Acrescentar-se-á, apenas, que não se trata de deficiência na formulação dessas conclusões que possa ter traído o pensamento dos recorrentes, como se torna evidente pela transcrição da seguinte passagem do corpo das alegações, que lhes corresponde:
“(...) III. A sentença de que se recorre, viola, além do mais, normas de direito constitucional, quer na interpretação, quer pondo em causa o direito fundamental
à habitação. Assim, dispõe a Constituição da República Portuguesa, no Art.º 65.º:
‘n.º 1 - Todos têm direito, par si e para a sua família, a uma habitação de dimensão adequada, em condições de higiene e conforto e que prescreve a intimidade pessoal e a privacidade familiar.’ Apenas apurada, em sede de discussão da matéria de facto, que os recorrentes têm uma casa arrendada, sem se apurar sobre se tal satisfazia as necessidades habitacionais imediatas, para, tendo que abandonar a casa onde residem, possam nela instalar a sua residência, decidindo, como ficou na sentença de que se recorre, estamos perante a violação do direito à habitação, pois retira-se este direito em detrimento do mesmo direito; estando o Tribunal ‘a quo’ sujeito ao princípio da legalidade, viola também este princípio; não atendendo ao direito à habitação consagrada na Lei Fundamental.
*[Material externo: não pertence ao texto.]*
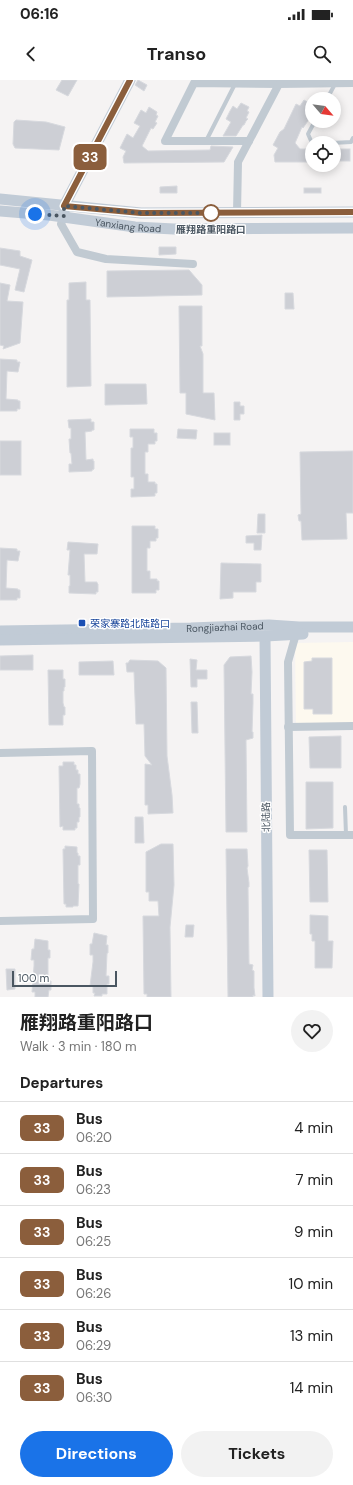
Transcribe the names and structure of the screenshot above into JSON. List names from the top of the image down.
{
  "streets": {
    "street": ["Yanxiang Road", "Rongjiazhai Road", "北陆路"]
  },
  "crossings": [
    ["Rongjiazhai Road", "北陆路"]
  ],
  "places": {
    "other": ["雁翔路重阳路口"],
    "transit": ["荣家寨路北陆路口"]
  },
  "lines": ["bus line 33"],
  "scale_bar": "100 m",
  "north": "bottom right",
  "page": {
    "status": "06:16",
    "header": "Transo",
    "on_map": "33",
    "scale": "100 m",
    "heading": [
      ["雁翔路重阳路口", "Walk · 3 min · 180 m"],
      "Departures"
    ],
    "list": [
      {
        "mark": "33",
        "name": "Bus",
        "note": "06:20",
        "value": "4 min"
      },
      {
        "mark": "33",
        "name": "Bus",
        "note": "06:23",
        "value": "7 min"
      },
      {
        "mark": "33",
        "name": "Bus",
        "note": "06:25",
        "value": "9 min"
      },
      {
        "mark": "33",
        "name": "Bus",
        "note": "06:26",
        "value": "10 min"
      },
      {
        "mark": "33",
        "name": "Bus",
        "note": "06:29",
        "value": "13 min"
      },
      {
        "mark": "33",
        "name": "Bus",
        "note": "06:30",
        "value": "14 min"
      }
    ],
    "buttons": ["Directions", "Tickets"]
  }
}
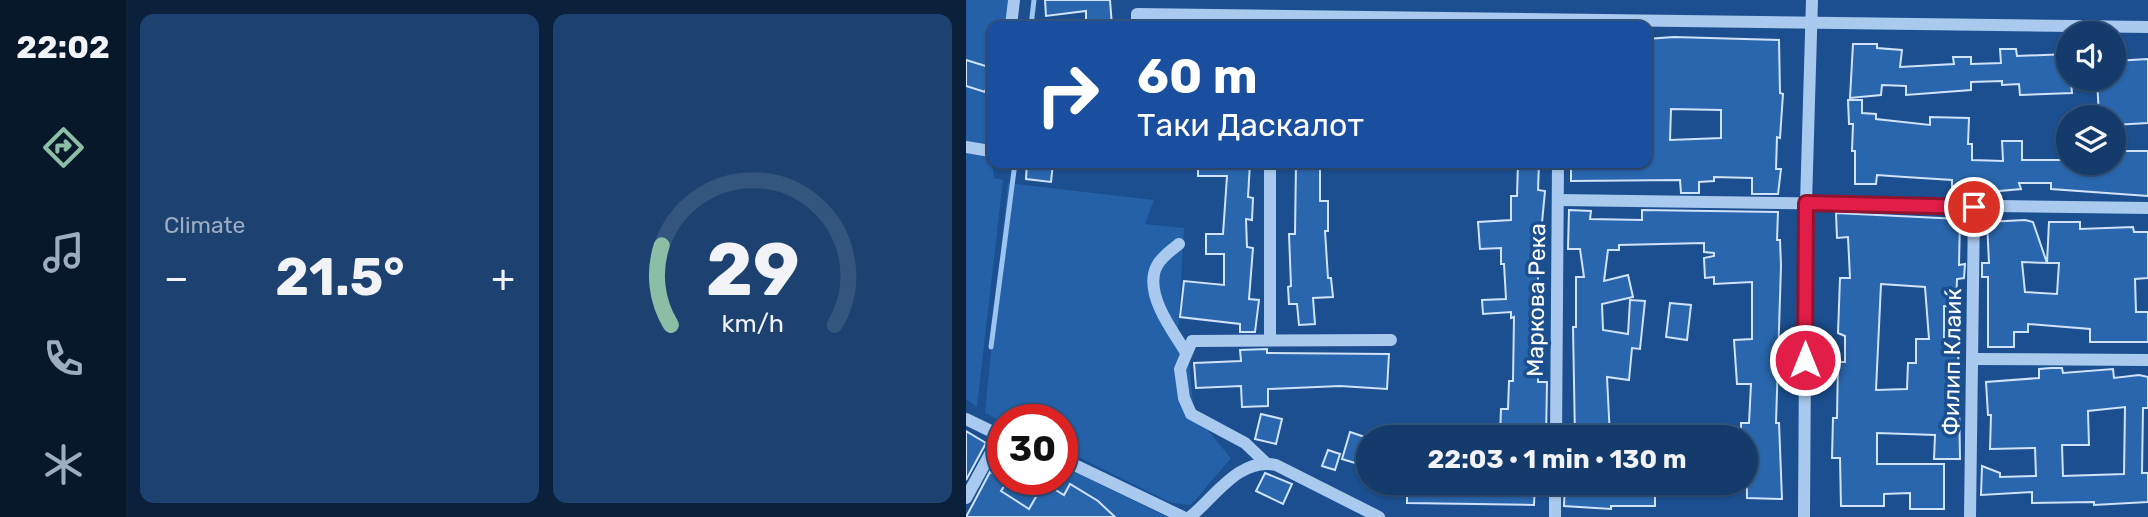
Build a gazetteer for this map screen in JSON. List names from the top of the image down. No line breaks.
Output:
{"streets":{"street":["Маркова Река","Филип Клаиќ"]},"page":{"tabs":"22:02","tile":"Climate","turn":["60 m","Таки Даскалот"],"heat":["−","21.5°","+"],"limit":"30","trip":"22:03 · 1 min · 130 m","gauge":["29","km/h"]}}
Por outro lado, a interpretação feita pelo Meritíssimo Juiz do Tribunal ‘a quo’, e que determinou a decisão recorrida, põe em causa o sentido necessário e o que se torna possível por virtude da força conformadora da Lei Fundamental, ao arrepio do disposto no Art.º 9.º do Código Civil. As limitações, pela lei, de direitos constitucionalmente consagrados têm de ser expressas, não sendo possíveis através de interpretação extensiva ou restritiva da lei.”
Não há aqui imputação de inconstitucionalidade à norma do artigo
86.º do RAU, ainda que em determinada interpretação mediatizada pela sentença recorrida, a que nem sequer se faz referência.
4. Decisão
Pelo exposto, acordam em indeferir a reclamação, confirmando a decisão de não conhecimento do objecto do recurso, e em condenar os recorrentes nas custas, fixando a taxa de justiça em vinte UC.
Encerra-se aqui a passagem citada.